Luis María ANSON | Miércoles 23 de mayo de 2012
Soraya Sáenz de Santamaría ha reducido a la mitad los gastos que en el año 2009 tuvo María Teresa Fernández de la Vega por idénticas funciones. Los contribuyentes españoles se ahorrarán 60 millones de euros. Esa reducción la ha aplicado también la vicepresidenta a otras partidas como personal eventual, dietas, viajes, protocolo, financiación de congresos y cumbres internacionales.
Lo que se hizo en tiempos de Zapatero con el dinero público solo tiene un nombre: despilfarro. Se disparaba con pólvora del rey a troche y moche, a izquierda y a extrema izquierda. Asombra el derroche, al peor estilo del nuevo rico, al que fuimos sometidos. Y no solo por el Gobierno Zapatero. Las comunidades autónomas, algunas de ellas gobernadas por el PP, se entregaron también al frenesí manirroto.
Bien, pues, por Soraya Sáenz de Santamaría que ha dado una gran lección de austeridad y sentido común.
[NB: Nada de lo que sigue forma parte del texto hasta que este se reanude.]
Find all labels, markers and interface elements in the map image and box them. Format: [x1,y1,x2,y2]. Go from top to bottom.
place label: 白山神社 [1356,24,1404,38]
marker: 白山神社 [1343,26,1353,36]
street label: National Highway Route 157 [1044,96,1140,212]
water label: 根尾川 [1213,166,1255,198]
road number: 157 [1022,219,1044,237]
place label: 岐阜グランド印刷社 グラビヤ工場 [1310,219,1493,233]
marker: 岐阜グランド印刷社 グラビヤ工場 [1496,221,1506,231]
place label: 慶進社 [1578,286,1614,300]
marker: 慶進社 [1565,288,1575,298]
Lástima que no la haya completado con los asesores. Los ha reducido de 13 a 9. Pero ¿para qué necesita Soraya nueve asesores? ¿Quiénes son los que se benefician de la prebenda? ¿Quiénes los enchufados? No estaría de más que la vicepresidenta hiciera públicos los nombres de esos nueve asesores, con sus funciones y sus horarios de trabajo. Eso despejaría reticencias e insidias.
En todo caso, el cachete que la vicepresidenta de Rajoy ha propinado a la vicepresidenta de Zapatero ha resonado en toda España. Y ha señalado el camino a seguir por los dirigentes del PP en la Administración central, en la autonómica, en la provincial y en la municipal.